Some Fiendish Fun In Ghent
The Castle of the Counts in Ghent, Belgium, saw many people who were likely friendly. And it also saw others who were clearly fiendish.
The imposing riverside structure dates back to the 12th century and long served as a retreat for aristocrats, who were clearly at times unforgiving, as those who explore what is now a major tourist attraction that has thick stone walls, winding stairs and ramparts will learn.
Devices that provide narration in several languages tell of castle’s Oubliette, a dungeon-like facility where castle residents and visitors could peer down through a hole in the stone floor onto the wretched sorts imprisoned below.
And in another part of the castle tourists can look through bars into a room home to grim-looking torture devices that could be used to punish people in a horrific manner for different offenses, including counterfeiting.

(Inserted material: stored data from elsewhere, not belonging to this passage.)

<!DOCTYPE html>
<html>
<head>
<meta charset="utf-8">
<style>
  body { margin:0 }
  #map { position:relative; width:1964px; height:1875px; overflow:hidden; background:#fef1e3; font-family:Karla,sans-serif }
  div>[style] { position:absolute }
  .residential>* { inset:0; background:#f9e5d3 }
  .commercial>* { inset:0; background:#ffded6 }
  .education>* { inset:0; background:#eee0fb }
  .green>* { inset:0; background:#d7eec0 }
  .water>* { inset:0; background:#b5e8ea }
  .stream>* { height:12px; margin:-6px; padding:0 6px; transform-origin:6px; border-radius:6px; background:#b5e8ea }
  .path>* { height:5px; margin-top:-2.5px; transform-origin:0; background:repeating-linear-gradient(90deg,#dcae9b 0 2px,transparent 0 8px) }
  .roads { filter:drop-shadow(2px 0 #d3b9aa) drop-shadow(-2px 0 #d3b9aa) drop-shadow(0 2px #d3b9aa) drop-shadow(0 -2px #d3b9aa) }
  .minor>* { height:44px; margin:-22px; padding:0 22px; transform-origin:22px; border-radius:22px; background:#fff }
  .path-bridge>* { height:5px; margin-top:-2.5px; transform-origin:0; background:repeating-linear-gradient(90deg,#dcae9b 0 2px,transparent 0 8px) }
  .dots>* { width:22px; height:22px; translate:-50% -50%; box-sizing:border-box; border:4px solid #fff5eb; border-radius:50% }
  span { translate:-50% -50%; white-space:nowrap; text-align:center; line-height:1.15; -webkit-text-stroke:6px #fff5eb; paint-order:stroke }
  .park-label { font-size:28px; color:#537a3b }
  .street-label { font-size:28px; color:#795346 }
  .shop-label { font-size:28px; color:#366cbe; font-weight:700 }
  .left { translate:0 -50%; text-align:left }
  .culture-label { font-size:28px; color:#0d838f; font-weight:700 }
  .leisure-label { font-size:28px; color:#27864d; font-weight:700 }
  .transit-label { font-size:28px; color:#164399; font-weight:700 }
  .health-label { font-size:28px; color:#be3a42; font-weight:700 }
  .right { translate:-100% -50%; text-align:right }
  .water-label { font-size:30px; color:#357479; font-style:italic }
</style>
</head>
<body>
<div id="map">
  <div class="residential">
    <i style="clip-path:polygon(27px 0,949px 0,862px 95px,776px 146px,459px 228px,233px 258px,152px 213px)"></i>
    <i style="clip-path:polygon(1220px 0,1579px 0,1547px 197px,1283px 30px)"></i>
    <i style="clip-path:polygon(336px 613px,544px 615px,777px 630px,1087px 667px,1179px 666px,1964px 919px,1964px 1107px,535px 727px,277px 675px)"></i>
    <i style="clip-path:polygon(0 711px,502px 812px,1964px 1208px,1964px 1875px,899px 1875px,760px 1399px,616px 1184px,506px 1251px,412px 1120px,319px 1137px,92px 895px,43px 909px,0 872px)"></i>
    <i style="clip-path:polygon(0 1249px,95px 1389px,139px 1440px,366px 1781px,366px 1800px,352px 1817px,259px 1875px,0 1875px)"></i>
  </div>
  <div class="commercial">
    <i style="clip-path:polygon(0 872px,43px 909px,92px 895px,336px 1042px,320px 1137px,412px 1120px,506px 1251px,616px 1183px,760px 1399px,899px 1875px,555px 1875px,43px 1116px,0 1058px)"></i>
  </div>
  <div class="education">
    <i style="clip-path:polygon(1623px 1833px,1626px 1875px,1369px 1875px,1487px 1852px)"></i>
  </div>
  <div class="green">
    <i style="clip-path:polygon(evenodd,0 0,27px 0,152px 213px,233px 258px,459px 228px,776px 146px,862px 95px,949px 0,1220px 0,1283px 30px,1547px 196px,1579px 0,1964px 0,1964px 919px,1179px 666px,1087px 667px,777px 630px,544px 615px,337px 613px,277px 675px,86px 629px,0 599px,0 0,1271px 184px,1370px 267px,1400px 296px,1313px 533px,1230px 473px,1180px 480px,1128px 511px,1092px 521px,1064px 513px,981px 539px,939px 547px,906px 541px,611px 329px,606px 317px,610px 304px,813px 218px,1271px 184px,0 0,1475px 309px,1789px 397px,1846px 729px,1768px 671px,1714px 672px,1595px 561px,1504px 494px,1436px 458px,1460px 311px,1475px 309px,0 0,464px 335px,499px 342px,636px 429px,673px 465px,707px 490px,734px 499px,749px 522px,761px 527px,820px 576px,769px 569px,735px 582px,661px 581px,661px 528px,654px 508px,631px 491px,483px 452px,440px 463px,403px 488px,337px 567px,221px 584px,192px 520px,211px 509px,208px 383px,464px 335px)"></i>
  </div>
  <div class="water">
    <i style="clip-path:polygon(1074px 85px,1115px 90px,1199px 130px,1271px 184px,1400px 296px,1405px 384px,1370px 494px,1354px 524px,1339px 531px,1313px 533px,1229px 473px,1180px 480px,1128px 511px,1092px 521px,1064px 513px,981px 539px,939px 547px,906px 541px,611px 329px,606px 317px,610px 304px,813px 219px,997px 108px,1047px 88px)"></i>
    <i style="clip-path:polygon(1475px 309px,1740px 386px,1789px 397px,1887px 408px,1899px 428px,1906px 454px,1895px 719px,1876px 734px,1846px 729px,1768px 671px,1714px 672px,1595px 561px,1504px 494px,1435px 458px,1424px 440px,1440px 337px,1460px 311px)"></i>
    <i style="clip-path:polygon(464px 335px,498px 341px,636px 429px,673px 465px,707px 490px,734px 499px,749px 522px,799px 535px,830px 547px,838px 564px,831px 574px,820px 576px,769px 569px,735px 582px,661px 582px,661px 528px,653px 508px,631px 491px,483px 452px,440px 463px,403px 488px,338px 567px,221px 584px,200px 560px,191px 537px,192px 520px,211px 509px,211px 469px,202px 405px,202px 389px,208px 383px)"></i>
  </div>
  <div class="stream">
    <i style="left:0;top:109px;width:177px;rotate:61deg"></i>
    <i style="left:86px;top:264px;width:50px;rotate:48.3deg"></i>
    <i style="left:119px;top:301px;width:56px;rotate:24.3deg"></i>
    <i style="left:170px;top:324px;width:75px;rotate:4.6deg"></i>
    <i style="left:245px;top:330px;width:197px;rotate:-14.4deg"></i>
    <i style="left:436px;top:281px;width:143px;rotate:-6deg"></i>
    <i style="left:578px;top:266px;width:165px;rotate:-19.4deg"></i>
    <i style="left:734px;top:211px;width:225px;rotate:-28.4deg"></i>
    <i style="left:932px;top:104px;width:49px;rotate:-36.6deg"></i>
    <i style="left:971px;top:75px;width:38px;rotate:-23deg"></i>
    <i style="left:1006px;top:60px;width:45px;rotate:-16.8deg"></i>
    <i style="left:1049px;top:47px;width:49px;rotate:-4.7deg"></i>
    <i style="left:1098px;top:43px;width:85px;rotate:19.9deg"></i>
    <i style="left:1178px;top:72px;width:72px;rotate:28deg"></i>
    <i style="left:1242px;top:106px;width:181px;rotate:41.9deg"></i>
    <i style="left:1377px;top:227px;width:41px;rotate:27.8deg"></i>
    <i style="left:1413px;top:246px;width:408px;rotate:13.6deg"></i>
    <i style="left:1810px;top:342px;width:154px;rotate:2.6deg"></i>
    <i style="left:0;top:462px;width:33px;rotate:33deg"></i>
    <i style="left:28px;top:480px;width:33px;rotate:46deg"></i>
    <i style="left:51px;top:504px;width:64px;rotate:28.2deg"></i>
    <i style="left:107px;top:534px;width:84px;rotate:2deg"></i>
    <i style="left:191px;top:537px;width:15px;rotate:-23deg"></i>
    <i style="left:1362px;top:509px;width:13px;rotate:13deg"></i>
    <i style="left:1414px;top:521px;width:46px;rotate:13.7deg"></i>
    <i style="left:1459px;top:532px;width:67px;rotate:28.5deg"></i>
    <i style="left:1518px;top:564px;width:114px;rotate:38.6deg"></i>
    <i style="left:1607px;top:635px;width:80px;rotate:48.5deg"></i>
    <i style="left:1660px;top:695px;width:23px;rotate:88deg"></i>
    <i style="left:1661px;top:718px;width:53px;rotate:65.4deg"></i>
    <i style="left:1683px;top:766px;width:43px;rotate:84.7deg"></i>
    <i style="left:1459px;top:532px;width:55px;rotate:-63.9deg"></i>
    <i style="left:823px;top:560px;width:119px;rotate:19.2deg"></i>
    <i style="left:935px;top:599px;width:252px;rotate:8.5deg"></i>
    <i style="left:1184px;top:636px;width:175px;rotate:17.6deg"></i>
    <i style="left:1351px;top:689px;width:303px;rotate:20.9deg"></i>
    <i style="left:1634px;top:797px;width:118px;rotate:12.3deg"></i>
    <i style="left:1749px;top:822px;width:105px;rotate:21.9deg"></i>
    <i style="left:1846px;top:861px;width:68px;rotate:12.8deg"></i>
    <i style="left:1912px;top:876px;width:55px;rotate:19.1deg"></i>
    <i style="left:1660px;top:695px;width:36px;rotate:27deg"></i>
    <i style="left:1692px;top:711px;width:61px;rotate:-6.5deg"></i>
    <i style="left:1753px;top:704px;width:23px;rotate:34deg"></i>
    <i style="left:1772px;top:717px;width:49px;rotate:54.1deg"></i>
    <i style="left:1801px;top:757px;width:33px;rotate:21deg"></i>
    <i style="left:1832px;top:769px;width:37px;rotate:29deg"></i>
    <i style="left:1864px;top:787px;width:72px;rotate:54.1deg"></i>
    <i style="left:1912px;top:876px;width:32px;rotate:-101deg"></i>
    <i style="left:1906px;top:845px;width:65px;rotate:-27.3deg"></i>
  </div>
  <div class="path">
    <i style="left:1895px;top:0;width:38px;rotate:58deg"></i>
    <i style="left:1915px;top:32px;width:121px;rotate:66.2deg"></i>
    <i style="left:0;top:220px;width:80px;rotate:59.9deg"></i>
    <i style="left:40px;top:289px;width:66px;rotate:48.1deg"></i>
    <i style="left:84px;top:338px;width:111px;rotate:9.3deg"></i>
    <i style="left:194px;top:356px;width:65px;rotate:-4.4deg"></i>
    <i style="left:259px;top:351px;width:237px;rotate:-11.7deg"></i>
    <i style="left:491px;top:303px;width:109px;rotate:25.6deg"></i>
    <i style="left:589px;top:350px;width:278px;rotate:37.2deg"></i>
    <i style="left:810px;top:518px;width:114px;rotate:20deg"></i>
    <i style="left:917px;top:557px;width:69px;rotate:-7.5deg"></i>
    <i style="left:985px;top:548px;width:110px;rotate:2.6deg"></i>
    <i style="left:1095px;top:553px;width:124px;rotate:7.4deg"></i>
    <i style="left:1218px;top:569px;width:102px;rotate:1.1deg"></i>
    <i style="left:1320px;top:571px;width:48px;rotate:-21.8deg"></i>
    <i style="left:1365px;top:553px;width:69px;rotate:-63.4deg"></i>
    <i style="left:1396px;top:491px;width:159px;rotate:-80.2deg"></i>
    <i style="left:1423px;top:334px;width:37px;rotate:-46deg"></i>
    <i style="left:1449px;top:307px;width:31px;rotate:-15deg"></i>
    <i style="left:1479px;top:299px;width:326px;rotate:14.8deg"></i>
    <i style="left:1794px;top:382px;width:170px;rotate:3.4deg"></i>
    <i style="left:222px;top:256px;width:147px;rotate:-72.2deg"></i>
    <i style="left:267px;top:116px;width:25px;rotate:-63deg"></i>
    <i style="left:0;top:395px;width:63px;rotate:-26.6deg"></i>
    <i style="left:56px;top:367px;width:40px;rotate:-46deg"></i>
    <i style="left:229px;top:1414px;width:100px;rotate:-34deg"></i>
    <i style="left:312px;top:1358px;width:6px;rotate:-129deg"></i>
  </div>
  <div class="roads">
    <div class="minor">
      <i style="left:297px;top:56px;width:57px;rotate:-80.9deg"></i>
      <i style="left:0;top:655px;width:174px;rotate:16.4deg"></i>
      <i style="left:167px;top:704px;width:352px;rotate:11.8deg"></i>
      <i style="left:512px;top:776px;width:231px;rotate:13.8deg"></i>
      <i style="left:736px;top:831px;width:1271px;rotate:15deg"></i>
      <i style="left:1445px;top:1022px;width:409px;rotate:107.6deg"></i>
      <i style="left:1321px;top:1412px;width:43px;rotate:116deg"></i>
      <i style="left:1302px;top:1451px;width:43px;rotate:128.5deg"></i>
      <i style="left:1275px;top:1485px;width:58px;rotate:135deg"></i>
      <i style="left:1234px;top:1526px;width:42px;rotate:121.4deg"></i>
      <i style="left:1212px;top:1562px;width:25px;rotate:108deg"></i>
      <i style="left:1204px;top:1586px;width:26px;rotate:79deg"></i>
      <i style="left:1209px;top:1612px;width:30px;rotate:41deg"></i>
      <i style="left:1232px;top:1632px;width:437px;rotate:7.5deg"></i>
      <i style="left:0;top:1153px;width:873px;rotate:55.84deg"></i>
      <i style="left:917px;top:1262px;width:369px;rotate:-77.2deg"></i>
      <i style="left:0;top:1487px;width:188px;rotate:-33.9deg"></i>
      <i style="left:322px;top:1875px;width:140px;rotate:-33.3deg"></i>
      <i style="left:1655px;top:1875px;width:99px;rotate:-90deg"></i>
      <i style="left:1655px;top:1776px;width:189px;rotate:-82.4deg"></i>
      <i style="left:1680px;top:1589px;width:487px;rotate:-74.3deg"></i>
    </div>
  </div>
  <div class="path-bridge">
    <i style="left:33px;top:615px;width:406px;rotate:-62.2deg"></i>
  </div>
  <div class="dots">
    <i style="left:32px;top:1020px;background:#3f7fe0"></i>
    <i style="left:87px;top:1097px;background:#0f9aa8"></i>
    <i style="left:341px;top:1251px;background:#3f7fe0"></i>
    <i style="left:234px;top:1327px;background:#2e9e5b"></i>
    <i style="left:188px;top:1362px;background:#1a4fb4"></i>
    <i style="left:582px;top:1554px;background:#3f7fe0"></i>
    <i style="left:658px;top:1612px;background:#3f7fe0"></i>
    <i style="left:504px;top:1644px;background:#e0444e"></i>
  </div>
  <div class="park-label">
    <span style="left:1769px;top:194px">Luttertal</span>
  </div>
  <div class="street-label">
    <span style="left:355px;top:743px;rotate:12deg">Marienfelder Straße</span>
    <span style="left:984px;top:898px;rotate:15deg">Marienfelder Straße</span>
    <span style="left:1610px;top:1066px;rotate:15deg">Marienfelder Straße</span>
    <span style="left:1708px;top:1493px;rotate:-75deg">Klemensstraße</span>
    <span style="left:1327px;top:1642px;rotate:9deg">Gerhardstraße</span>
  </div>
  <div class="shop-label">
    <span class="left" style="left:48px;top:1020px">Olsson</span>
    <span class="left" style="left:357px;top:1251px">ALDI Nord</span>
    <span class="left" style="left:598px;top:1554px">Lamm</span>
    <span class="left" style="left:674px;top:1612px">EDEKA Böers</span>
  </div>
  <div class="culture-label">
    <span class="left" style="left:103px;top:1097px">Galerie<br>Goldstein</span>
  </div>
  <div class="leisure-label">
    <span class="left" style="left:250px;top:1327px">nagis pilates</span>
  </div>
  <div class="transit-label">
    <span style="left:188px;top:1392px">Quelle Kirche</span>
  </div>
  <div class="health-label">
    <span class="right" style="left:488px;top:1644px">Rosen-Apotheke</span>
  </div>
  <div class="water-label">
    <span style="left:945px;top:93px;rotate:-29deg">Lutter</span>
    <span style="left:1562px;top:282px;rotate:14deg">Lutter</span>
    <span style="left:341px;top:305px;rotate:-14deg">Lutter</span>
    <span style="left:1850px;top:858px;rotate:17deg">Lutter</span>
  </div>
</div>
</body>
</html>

(The narration at one point mentions 5 particularly gruesome executions that took place in the structure, with screaming heard in the narration background.)
Another castle room features fearsome looking weaponry dating back to the Middle Ages.
Castle builder Philip of Alsace was credited with positives, including modernizing the local legal system.
And his conscience may have been clear about some of the disturbing activities that took place in his castle given his participation in the Crusades, with the then Pope stating that those who answered the call to head to Jerusalem would be absolved of any sins.
And on that note, Happy Halloween all!